Eberhardt montre une large connaissance des traditions arabo-musulmanes. Elle indique

précisément les noms des lieux et des personnes. Autant qu'elle a aimé sa terre d'exil et d'adoption,

elle a défendu avec acharnement la cause des Algériens, appelant naïvement les autorités

françaises à leur intégration au même niveau que les colons, à une époque où même l'idée d'égalité

était bannie. Elle fut de son temps l'unique femme (et un des rares individus) à décrire et à dénoncer

le quotidien misérable de ses coreligionnaires. Elle fut, en quelque sorte, leur porte-parole. L'amour

contrarié fut un thème enraciné dans la plupart de ses textes d'auteur. Avec l'histoire de Si

Abdelrahmane et Lalia, la fin tragique de Taâlith et les souvenirs de jeunesse des malheureuses

Saâdia et Habiba, Eberhardt a pu, sagement, dévoiler l'autre face des gens du Sahara à travers leur

sensibilité et leurs amours. Dans ce recueil, seule la nouvelle Fleurs d'amandiers porte une

dédicace, rendant hommage « à Maxime Noiré, le peintre des horizons en feu et des amandiers en

fleurs ». On raconte qu'au cours de ses longs voyages dans le Sahara, Isabelle Eberhardt a été

éblouie par un événement.

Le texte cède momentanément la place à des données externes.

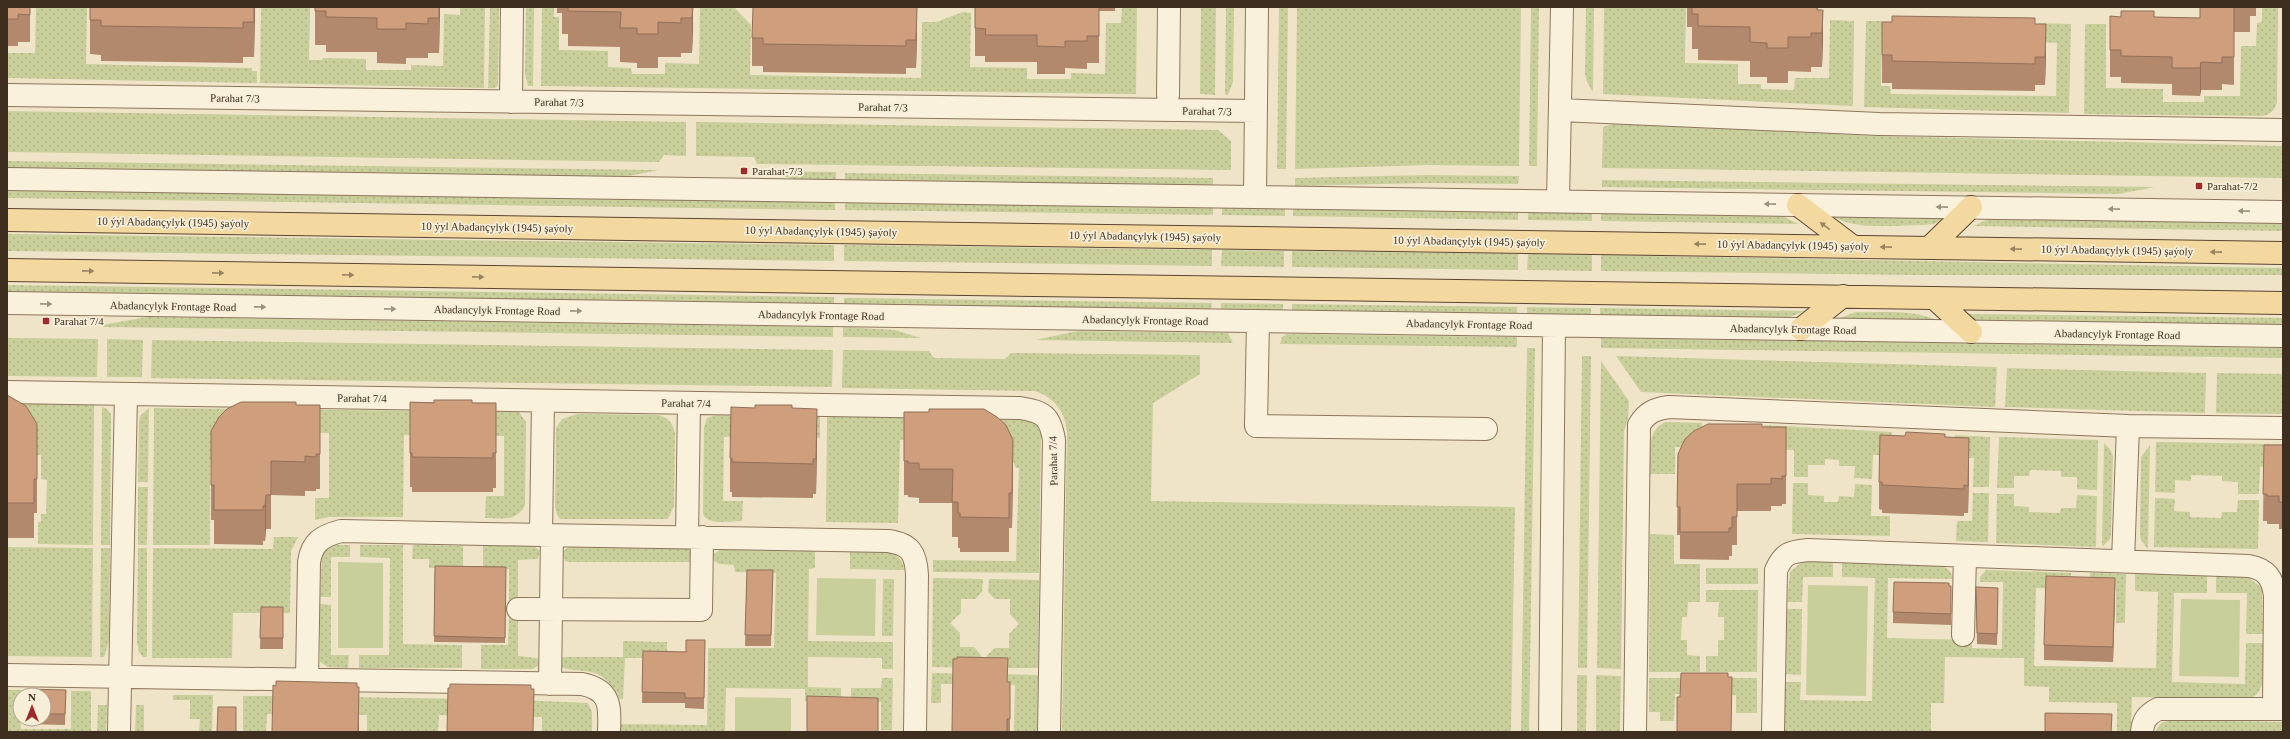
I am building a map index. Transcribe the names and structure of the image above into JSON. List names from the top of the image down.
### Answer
{
  "streets": {
    "main road": ["10 ýyl Abadançylyk (1945) şaýoly"],
    "street": ["Parahat 7/3", "Abadancylyk Frontage Road", "Parahat 7/4"]
  },
  "places": {
    "transit": ["Parahat-7/3", "Parahat-7/2", "Parahat 7/4"]
  },
  "north": "top"
}
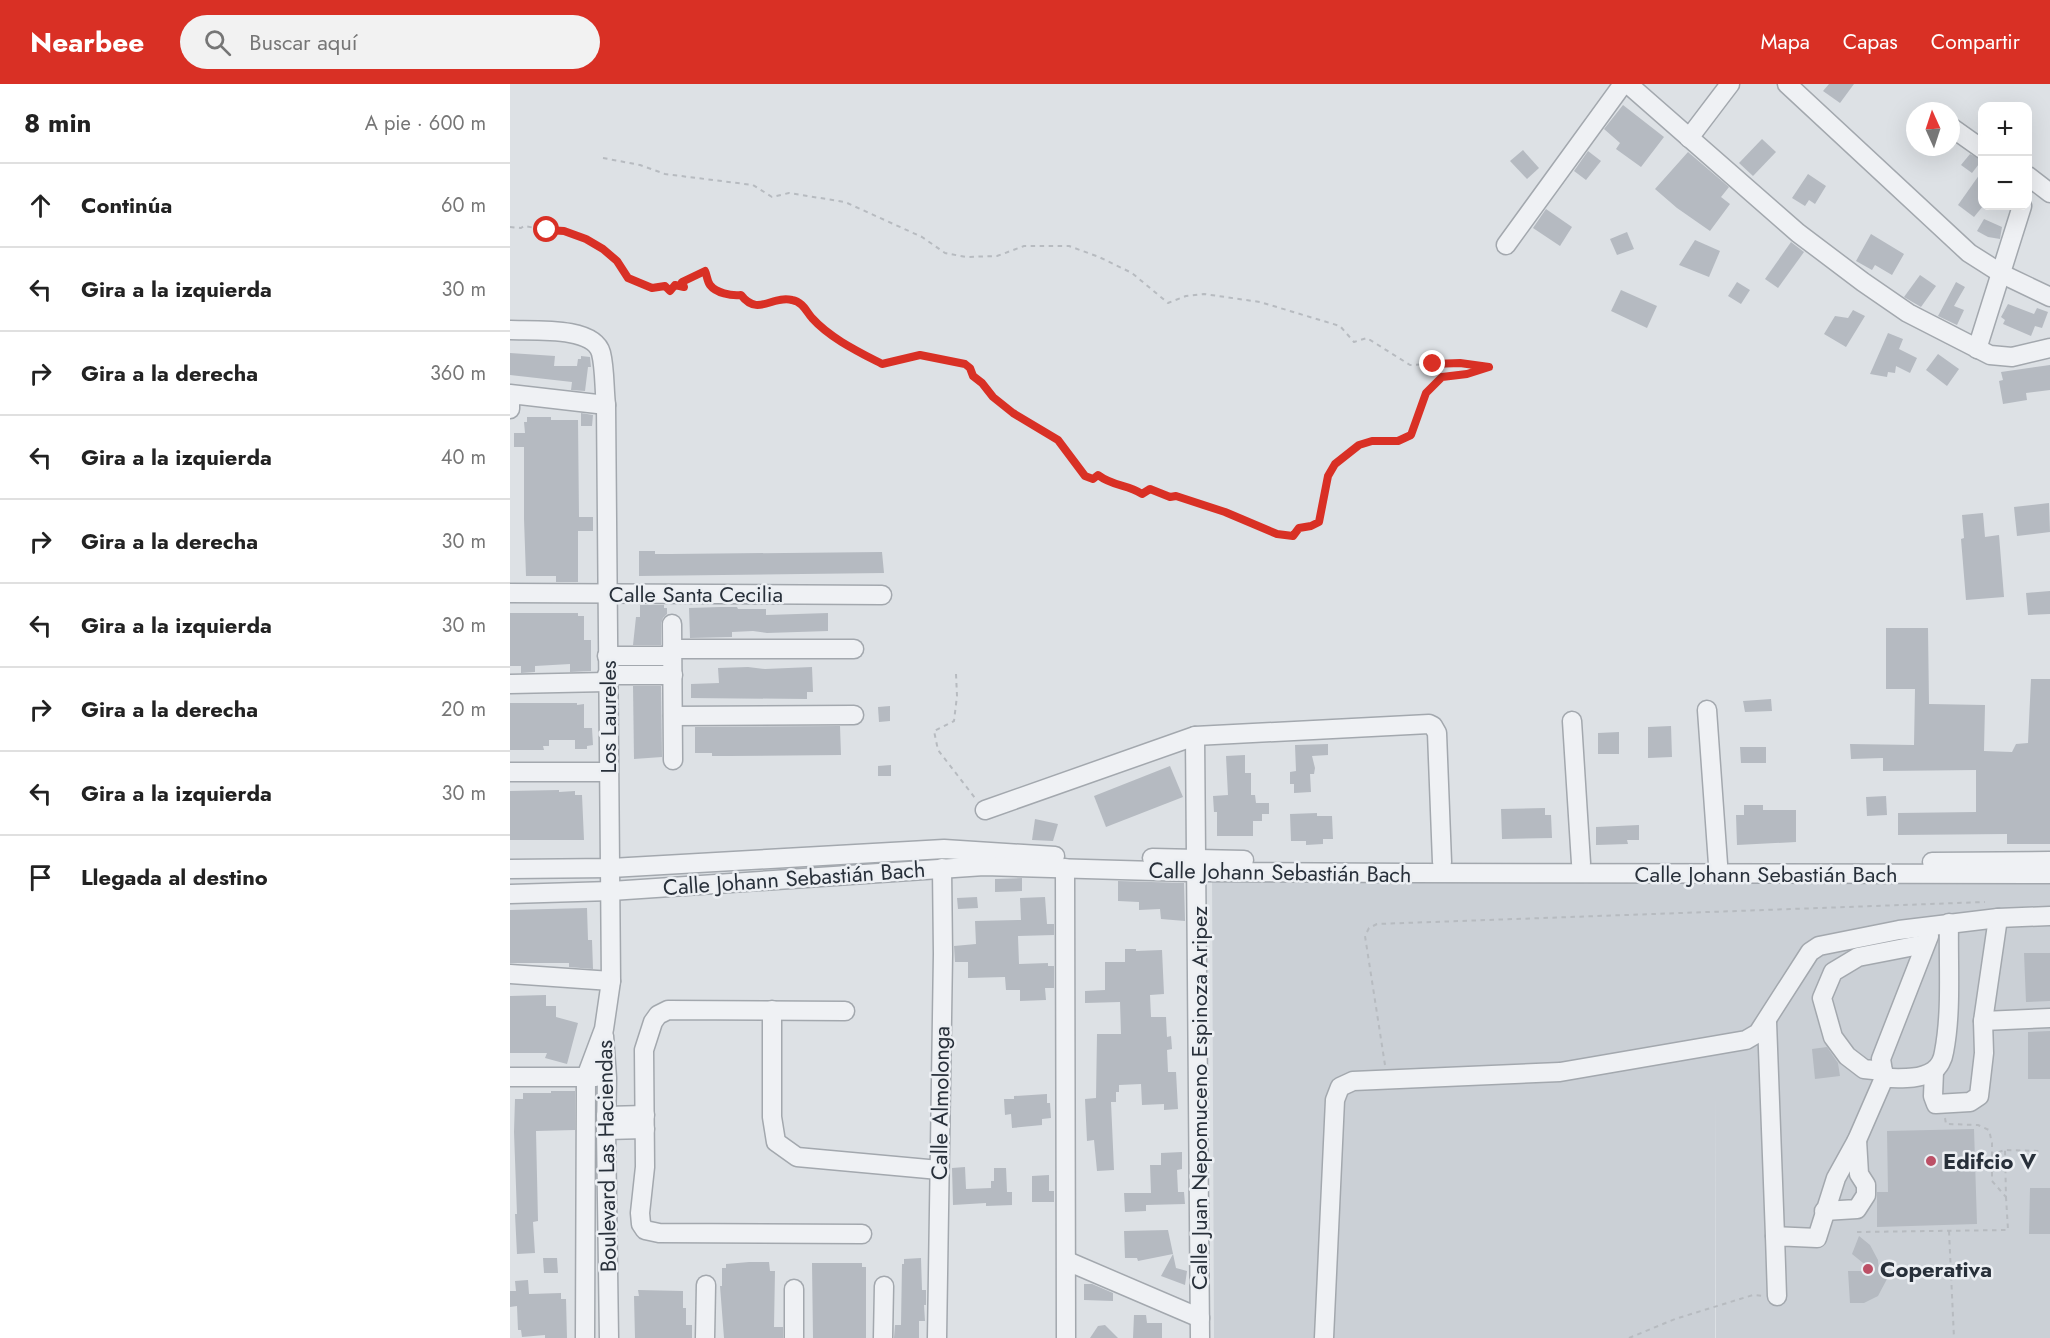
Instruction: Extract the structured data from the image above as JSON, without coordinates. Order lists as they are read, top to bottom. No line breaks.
{"streets":{"street":["Calle Santa Cecilia","Los Laureles","Calle Johann Sebastián Bach","Calle Juan Nepomuceno Espinoza Aripez","Calle Almolonga","Boulevard Las Haciendas"]},"crossings":[["Calle Santa Cecilia","Los Laureles"],["Los Laureles","Calle Johann Sebastián Bach"],["Los Laureles","Boulevard Las Haciendas"],["Calle Johann Sebastián Bach","Calle Juan Nepomuceno Espinoza Aripez"],["Calle Johann Sebastián Bach","Calle Almolonga"]],"places":["Edifcio V","Coperativa"],"north":"top","page":{"header":"Nearbee","search":"Buscar aquí","nav":["Mapa","Capas","Compartir"],"heading":["8 min","A pie · 600 m"],"map_buttons":["+","−"],"list":[["Continúa","60 m"],["Gira a la izquierda","30 m"],["Gira a la derecha","360 m"],["Gira a la izquierda","40 m"],["Gira a la derecha","30 m"],["Gira a la izquierda","30 m"],["Gira a la derecha","20 m"],["Gira a la izquierda","30 m"],"Llegada al destino"]}}
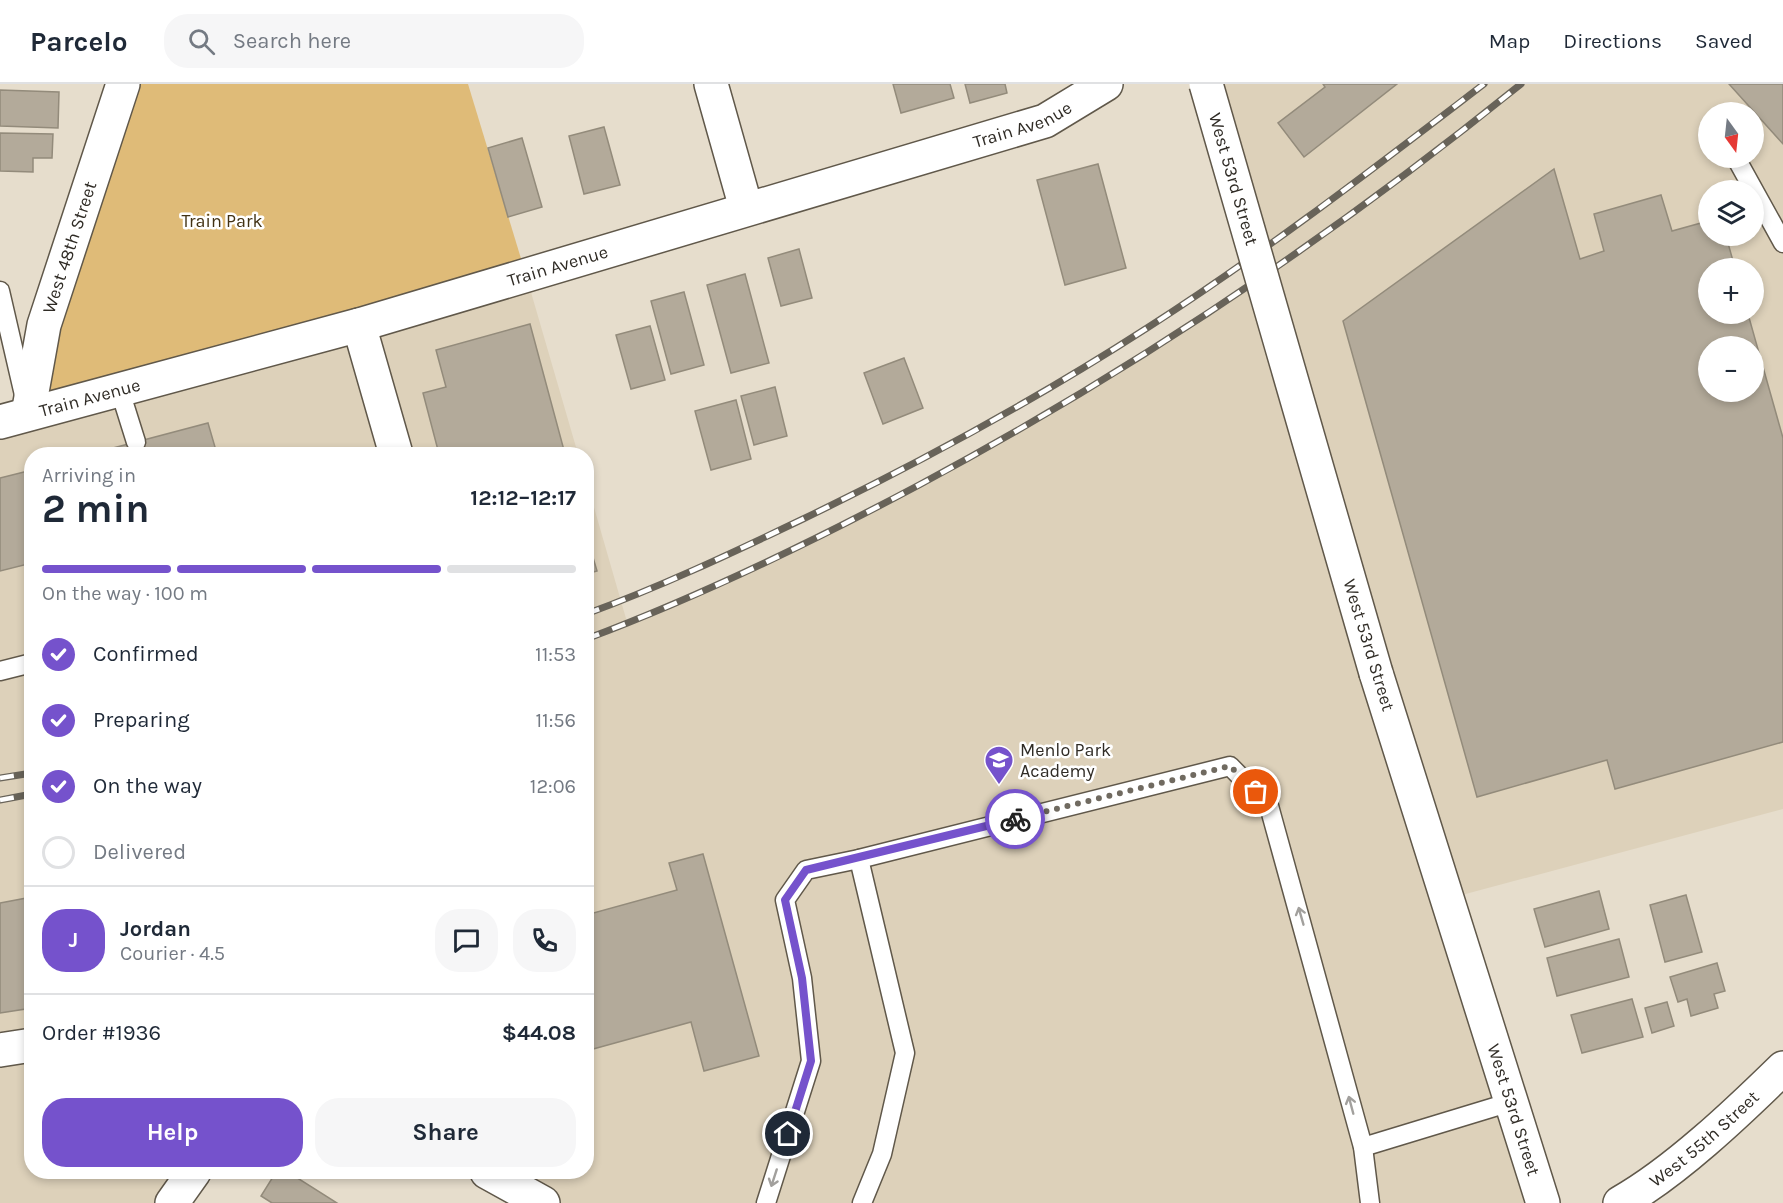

Un jour, elle rendit visite à la zaouïa d'El Hamel à Bou Saâda. Et là,

qu'elle ne fut sa surprise de découvrir que ce grand centre confrérique était, à l'époque, présidé par

une femme, Lalla Zineb. Comment une femme pouvait-elle diriger une tribu puissante, qui comptait

des milliers de chevaliers et de guerriers ? S'était-elle demandé, tandis que débutait une solide

amitié entre elle et la grand dame d'El Hamel. L'auteur a laissé plusieurs ouvrages posthumes, entre

autres : Dans l'aube chaude de l'Islam (1921), Notes de route (1908), Trimardeur (1922), Mes

journaliers (1923), Contes et paysages (1925), repris sous le titre Au pays du sable (1944). A

l?inverse d'Etienne Dinet, Isabelle Eberhardt a connu l'Islam avant de connaître l'Algérie. L'écriture

de sable est un voyage passionné dans les profondeurs du Sahara. Emportée par la crue d'un oued

à l'âge de 27 ans, Isabelle Eberhardt, malgré une vie brève, a pu s'imposer comme une figure

emblématique de la littérature algérienne et un personnage quasiment légendaire.